WHAT THIS TASK INVOLVES:
In the entries below, find the line with "width:54px; height:54px; display:grid;" and the line with "background:#c8321e; border-color:#fff; box-shadow:0". Return those two lines and all lines between them, exactly.

- Opening Delimiter -

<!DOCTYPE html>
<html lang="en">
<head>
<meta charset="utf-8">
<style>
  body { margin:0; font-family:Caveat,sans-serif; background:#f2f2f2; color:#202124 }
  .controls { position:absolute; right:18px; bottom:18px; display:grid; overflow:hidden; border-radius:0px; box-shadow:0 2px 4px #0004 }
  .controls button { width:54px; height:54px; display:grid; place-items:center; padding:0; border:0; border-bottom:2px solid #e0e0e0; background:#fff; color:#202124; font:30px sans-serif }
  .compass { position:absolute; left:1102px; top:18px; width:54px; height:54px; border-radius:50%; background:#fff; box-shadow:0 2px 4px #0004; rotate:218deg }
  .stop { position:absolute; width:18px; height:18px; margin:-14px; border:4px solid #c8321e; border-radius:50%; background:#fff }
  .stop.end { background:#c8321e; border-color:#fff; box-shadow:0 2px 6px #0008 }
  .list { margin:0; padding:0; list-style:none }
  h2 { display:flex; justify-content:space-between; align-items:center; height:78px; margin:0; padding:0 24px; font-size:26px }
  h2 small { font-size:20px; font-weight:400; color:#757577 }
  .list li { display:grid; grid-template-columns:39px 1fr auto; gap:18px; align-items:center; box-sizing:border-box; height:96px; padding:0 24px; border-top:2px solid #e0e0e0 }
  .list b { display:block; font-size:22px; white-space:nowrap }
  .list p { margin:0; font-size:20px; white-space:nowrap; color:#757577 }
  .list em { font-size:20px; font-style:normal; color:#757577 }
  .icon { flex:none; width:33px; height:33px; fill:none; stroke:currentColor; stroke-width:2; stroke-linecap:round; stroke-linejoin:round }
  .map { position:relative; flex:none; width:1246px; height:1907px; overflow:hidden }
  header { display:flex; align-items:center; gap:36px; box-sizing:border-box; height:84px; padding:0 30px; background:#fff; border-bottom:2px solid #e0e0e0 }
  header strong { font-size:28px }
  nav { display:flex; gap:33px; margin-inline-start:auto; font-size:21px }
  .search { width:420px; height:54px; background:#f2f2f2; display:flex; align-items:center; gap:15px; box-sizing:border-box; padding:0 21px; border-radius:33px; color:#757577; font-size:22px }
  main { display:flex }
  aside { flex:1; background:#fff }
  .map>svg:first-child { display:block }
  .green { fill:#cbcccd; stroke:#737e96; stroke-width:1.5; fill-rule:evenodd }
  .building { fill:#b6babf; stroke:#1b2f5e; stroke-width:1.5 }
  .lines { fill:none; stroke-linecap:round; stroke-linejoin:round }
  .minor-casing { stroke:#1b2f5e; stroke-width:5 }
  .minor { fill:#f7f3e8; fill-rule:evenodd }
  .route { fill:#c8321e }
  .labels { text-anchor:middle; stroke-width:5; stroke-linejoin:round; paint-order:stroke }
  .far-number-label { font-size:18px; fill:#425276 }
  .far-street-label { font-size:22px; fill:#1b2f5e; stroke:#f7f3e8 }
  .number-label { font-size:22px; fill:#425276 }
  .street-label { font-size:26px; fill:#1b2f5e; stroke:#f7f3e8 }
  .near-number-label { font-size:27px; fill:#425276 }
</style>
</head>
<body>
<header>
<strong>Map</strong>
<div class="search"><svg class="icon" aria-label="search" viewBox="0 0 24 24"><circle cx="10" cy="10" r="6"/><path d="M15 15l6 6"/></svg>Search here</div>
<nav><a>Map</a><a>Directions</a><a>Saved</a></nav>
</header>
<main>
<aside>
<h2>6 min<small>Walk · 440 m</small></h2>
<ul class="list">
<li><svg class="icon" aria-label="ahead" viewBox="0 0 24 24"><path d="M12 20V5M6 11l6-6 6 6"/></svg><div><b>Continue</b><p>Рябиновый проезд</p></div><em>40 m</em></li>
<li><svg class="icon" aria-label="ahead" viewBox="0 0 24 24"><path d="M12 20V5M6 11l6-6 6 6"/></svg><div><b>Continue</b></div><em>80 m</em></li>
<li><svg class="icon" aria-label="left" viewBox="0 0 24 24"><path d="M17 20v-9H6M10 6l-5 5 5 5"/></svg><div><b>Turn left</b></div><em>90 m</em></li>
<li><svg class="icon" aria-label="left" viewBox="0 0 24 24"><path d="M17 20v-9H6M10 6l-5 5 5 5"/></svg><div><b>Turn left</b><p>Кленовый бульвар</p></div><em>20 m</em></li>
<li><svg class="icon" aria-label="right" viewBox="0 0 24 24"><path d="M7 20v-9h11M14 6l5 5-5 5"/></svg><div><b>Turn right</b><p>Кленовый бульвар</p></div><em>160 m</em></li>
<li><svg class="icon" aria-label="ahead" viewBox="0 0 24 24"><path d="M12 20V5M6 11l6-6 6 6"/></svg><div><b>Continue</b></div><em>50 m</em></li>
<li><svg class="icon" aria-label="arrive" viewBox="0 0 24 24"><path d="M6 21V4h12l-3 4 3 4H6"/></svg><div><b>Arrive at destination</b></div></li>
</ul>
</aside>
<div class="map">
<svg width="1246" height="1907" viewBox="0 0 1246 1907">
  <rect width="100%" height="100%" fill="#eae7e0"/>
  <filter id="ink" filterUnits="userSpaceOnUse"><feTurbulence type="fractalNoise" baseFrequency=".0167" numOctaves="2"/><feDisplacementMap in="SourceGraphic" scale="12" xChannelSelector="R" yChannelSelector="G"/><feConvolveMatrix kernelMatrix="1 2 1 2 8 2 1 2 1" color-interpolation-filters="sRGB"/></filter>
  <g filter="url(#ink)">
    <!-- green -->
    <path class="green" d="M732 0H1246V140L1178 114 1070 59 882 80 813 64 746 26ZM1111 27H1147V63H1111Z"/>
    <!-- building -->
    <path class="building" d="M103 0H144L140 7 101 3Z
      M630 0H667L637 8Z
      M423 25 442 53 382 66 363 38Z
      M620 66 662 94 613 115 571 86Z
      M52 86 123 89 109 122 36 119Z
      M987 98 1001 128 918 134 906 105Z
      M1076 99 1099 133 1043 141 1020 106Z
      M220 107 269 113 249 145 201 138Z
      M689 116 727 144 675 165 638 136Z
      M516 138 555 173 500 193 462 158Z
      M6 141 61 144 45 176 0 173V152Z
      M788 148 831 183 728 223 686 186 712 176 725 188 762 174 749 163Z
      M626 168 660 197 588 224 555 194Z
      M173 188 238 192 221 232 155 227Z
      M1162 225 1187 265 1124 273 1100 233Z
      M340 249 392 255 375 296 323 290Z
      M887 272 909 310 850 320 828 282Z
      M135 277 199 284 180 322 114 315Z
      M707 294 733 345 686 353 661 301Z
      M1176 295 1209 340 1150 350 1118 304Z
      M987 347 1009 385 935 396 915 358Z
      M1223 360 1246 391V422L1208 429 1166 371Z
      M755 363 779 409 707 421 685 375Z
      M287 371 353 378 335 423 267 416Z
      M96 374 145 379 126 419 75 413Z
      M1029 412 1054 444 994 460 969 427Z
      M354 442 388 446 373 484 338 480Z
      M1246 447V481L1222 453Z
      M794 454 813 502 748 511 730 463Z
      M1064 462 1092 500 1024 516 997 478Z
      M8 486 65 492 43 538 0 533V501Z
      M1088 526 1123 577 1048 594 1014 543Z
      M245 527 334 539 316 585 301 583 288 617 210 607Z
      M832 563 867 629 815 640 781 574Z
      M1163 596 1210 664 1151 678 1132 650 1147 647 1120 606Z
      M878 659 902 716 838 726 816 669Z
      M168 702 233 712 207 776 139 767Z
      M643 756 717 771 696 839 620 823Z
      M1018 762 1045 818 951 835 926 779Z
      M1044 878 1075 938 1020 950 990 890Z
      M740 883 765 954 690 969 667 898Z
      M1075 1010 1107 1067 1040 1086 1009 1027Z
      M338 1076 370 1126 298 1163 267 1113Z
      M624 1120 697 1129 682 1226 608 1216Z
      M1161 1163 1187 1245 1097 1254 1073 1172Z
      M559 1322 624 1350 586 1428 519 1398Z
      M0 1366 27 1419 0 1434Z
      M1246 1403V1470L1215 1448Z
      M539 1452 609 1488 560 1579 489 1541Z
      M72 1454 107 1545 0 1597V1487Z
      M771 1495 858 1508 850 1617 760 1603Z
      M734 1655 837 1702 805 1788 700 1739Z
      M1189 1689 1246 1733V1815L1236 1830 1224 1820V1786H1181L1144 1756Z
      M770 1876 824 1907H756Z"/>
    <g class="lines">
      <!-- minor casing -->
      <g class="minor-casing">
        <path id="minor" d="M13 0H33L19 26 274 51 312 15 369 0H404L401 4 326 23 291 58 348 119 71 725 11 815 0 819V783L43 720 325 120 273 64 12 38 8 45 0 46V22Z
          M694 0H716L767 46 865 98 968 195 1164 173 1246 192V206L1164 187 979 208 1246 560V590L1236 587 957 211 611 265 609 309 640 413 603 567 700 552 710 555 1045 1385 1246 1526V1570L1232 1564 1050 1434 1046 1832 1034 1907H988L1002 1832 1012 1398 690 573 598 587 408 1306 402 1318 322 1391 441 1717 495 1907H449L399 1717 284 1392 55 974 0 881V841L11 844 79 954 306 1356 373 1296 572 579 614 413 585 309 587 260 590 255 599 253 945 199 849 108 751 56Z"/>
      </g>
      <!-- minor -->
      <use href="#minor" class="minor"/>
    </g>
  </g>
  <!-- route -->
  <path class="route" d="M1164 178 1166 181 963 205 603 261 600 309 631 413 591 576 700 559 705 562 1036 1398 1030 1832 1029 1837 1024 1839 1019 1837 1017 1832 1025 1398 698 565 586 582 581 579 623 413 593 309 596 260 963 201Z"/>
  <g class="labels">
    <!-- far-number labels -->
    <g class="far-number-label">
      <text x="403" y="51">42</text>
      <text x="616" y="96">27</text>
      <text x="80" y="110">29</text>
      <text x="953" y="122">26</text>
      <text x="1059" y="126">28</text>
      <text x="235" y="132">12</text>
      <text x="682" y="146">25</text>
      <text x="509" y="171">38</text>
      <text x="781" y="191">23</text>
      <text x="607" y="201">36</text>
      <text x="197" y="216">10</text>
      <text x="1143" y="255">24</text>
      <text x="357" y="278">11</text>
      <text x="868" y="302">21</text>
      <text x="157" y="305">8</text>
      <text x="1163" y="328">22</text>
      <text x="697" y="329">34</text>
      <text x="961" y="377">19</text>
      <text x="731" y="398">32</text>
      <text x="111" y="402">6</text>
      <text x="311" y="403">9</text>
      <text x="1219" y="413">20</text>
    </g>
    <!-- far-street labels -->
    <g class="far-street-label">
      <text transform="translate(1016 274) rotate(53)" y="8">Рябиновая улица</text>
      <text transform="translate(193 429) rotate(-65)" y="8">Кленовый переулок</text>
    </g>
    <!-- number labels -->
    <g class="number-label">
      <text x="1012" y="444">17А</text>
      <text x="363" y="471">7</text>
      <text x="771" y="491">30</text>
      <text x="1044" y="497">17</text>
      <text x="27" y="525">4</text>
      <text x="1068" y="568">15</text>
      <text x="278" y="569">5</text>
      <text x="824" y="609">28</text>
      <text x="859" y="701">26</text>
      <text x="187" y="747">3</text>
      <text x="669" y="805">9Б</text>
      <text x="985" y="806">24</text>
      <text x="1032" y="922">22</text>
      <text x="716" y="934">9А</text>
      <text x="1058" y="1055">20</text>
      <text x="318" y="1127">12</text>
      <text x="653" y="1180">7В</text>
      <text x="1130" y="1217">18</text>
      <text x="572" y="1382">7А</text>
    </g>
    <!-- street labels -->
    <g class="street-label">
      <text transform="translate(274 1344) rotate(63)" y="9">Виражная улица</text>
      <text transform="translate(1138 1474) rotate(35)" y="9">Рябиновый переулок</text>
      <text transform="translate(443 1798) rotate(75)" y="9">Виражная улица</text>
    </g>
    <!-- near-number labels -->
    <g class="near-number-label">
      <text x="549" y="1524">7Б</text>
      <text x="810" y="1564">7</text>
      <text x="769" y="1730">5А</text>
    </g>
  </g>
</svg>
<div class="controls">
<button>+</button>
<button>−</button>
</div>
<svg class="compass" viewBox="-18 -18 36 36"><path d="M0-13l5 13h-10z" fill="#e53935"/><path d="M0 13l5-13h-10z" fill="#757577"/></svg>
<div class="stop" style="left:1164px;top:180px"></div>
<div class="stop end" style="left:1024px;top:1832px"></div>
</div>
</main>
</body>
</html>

- Closing Delimiter -

RESPONSE:
  .controls button { width:54px; height:54px; display:grid; place-items:center; padding:0; border:0; border-bottom:2px solid #e0e0e0; background:#fff; color:#202124; font:30px sans-serif }
  .compass { position:absolute; left:1102px; top:18px; width:54px; height:54px; border-radius:50%; background:#fff; box-shadow:0 2px 4px #0004; rotate:218deg }
  .stop { position:absolute; width:18px; height:18px; margin:-14px; border:4px solid #c8321e; border-radius:50%; background:#fff }
  .stop.end { background:#c8321e; border-color:#fff; box-shadow:0 2px 6px #0008 }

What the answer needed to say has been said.